Pick each line containing the word "rule" out of the data below.

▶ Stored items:
Start of Block
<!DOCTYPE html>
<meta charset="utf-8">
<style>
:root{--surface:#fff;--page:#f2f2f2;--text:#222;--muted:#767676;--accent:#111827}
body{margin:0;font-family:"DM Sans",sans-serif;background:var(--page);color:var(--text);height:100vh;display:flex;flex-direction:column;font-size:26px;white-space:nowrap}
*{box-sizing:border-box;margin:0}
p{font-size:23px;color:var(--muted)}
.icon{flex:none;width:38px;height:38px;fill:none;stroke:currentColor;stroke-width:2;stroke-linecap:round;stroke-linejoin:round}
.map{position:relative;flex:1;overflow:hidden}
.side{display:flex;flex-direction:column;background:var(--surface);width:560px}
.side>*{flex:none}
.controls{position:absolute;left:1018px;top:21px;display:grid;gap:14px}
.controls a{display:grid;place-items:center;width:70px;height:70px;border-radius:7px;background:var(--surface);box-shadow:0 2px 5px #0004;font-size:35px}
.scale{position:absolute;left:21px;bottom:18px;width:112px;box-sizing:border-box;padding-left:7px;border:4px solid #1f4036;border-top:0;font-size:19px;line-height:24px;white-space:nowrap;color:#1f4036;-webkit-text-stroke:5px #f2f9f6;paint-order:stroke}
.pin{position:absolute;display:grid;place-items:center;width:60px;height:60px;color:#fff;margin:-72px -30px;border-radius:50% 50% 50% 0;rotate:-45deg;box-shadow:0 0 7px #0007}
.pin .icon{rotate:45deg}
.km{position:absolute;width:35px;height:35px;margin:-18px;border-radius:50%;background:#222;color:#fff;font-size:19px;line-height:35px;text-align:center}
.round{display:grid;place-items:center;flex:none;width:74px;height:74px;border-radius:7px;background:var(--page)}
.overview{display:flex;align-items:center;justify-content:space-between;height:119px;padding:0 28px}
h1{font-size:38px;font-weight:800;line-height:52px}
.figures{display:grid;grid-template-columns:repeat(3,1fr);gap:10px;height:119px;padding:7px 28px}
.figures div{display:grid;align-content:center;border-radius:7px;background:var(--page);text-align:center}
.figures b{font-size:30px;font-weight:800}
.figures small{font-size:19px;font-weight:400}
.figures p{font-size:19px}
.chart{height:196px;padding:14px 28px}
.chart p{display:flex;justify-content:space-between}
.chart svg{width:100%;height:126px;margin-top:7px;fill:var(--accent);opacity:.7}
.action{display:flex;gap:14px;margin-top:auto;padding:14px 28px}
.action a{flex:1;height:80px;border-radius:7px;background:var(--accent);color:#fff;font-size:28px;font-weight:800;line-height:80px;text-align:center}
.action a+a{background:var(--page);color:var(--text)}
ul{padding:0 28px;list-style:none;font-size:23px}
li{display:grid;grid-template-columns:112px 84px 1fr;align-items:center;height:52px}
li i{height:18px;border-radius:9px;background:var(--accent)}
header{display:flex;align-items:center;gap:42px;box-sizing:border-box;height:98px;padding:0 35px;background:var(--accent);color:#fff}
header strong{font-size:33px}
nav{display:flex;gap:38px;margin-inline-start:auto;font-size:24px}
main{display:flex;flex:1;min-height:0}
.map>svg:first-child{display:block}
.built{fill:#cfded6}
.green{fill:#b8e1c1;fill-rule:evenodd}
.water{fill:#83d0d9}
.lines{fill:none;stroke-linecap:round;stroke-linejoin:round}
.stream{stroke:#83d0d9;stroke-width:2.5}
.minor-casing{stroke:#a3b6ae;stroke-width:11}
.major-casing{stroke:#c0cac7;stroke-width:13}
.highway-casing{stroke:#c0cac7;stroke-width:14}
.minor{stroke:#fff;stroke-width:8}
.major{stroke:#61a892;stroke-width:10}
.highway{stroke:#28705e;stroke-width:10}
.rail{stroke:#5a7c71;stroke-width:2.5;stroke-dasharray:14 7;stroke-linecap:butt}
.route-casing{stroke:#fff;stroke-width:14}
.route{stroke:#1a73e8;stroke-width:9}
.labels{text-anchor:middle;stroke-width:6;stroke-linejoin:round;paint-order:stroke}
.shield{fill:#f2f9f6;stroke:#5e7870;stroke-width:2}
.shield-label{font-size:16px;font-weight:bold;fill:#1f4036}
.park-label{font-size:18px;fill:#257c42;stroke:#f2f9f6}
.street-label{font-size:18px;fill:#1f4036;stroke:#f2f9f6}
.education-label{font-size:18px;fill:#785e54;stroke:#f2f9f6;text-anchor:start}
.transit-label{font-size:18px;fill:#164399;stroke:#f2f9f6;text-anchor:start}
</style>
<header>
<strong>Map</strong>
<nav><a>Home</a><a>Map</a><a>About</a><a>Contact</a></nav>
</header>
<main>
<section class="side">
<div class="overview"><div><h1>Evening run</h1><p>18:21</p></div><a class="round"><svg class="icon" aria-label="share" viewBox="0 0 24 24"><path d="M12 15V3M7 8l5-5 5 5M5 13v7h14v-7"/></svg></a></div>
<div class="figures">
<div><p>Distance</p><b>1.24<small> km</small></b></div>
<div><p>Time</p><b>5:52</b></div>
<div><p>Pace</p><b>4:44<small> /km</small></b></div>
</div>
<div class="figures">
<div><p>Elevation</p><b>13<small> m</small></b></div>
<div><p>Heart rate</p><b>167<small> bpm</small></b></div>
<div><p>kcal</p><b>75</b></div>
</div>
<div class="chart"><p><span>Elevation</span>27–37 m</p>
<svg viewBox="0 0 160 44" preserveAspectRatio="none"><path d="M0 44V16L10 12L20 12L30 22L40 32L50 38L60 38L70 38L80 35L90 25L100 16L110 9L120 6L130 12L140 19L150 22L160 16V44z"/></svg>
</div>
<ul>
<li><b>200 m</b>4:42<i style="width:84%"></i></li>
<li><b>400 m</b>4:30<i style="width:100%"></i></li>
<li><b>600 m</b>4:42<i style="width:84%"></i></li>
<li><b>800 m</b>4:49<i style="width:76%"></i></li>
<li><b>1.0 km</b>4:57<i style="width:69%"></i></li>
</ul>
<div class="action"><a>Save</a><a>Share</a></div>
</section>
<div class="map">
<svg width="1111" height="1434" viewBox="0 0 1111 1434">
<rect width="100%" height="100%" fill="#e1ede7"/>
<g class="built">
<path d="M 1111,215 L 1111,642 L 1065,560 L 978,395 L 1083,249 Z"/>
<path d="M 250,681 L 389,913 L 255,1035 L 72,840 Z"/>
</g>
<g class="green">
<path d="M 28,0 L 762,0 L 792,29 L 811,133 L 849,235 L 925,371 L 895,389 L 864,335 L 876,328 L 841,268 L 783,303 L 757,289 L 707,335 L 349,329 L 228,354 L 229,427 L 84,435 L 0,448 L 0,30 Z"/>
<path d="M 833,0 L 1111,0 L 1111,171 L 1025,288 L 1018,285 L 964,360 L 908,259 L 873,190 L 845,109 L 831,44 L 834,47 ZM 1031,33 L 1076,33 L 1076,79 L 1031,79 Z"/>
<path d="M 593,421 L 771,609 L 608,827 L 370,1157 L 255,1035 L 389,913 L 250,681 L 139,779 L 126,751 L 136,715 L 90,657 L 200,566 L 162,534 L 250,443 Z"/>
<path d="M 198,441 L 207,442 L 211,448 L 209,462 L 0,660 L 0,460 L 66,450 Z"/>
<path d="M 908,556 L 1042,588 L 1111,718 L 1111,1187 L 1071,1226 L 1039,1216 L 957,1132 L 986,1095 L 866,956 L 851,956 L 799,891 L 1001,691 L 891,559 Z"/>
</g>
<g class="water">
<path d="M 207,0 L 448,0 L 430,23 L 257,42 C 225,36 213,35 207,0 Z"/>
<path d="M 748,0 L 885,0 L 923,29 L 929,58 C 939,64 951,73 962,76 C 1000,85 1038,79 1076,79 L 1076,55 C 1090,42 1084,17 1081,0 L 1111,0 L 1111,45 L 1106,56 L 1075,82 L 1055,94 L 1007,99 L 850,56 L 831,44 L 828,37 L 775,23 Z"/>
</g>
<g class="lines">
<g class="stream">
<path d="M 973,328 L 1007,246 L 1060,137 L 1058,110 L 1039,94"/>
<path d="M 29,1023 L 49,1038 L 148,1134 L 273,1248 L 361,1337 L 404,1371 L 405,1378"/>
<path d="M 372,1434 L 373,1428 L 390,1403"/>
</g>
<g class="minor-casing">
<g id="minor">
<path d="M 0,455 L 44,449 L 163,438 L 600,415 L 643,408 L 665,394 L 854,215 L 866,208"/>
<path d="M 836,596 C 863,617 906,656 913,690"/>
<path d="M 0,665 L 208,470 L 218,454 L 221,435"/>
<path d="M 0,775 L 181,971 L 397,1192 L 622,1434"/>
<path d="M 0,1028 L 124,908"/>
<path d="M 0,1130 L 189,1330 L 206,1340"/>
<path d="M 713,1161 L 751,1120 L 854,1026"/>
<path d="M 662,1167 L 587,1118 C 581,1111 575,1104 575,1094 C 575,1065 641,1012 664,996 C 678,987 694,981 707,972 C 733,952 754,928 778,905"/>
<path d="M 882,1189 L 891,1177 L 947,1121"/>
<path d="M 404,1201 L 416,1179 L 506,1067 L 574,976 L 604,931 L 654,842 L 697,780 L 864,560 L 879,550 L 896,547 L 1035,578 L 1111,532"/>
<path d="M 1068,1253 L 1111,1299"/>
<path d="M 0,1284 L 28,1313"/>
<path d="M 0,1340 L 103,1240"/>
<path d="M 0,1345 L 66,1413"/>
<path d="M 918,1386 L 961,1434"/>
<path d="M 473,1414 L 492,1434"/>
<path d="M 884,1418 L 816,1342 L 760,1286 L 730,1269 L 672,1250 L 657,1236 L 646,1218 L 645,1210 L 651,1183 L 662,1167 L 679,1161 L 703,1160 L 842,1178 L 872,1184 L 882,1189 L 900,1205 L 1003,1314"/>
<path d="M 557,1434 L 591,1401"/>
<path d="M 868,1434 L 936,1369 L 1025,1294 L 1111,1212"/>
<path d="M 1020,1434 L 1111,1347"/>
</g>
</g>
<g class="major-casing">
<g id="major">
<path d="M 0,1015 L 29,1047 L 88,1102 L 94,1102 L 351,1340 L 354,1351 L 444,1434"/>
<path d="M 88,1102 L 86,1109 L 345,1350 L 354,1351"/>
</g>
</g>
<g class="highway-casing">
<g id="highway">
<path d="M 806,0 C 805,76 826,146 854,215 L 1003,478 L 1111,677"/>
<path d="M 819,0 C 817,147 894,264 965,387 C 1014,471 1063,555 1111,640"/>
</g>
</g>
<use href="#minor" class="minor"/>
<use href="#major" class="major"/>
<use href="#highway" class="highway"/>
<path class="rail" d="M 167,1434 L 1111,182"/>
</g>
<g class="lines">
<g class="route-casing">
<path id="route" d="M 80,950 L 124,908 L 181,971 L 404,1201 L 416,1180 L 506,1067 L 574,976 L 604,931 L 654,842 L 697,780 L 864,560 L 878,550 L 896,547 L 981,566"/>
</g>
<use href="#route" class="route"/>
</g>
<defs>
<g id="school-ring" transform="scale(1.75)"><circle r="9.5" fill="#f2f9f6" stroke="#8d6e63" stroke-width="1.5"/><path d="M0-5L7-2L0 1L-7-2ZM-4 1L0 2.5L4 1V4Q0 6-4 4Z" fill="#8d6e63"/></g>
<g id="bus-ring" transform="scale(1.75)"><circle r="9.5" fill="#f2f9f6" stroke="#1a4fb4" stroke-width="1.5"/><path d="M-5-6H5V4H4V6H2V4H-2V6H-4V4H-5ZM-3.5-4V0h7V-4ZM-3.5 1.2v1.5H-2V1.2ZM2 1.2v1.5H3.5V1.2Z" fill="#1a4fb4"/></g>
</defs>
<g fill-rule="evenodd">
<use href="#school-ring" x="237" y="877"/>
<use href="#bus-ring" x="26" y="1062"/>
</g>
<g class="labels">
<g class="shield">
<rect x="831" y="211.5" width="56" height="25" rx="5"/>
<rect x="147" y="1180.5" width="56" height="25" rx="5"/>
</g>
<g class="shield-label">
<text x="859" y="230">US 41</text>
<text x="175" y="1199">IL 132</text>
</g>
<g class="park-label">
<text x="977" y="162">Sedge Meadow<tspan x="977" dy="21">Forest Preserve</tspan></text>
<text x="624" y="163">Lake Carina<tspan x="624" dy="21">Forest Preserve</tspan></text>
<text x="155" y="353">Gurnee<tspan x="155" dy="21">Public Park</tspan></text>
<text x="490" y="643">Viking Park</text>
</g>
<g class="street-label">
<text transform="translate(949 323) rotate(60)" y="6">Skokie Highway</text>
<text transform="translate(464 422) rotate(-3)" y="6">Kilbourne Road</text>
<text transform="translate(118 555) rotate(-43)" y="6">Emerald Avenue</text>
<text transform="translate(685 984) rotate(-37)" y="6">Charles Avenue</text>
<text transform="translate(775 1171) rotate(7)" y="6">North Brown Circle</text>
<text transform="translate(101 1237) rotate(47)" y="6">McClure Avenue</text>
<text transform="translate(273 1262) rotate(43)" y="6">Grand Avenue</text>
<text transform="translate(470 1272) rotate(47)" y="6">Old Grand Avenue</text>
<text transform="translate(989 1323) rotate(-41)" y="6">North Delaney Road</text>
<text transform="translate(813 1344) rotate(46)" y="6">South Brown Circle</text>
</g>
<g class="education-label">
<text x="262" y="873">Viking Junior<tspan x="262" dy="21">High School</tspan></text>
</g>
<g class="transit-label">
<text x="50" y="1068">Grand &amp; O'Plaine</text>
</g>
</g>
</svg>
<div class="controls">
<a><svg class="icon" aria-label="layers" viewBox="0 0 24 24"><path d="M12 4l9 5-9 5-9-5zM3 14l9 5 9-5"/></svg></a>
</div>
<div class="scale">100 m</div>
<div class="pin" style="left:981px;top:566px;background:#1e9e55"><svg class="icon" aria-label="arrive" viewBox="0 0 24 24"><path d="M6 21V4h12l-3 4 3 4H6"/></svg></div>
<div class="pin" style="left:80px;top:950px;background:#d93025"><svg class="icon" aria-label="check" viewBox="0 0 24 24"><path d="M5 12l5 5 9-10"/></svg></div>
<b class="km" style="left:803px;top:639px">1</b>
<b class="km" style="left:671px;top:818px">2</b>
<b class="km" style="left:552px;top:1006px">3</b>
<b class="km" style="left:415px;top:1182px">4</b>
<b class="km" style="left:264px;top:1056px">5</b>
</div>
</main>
End of Block
▶ Answer to this exercise:
.green{fill:#b8e1c1;fill-rule:evenodd}
<g fill-rule="evenodd">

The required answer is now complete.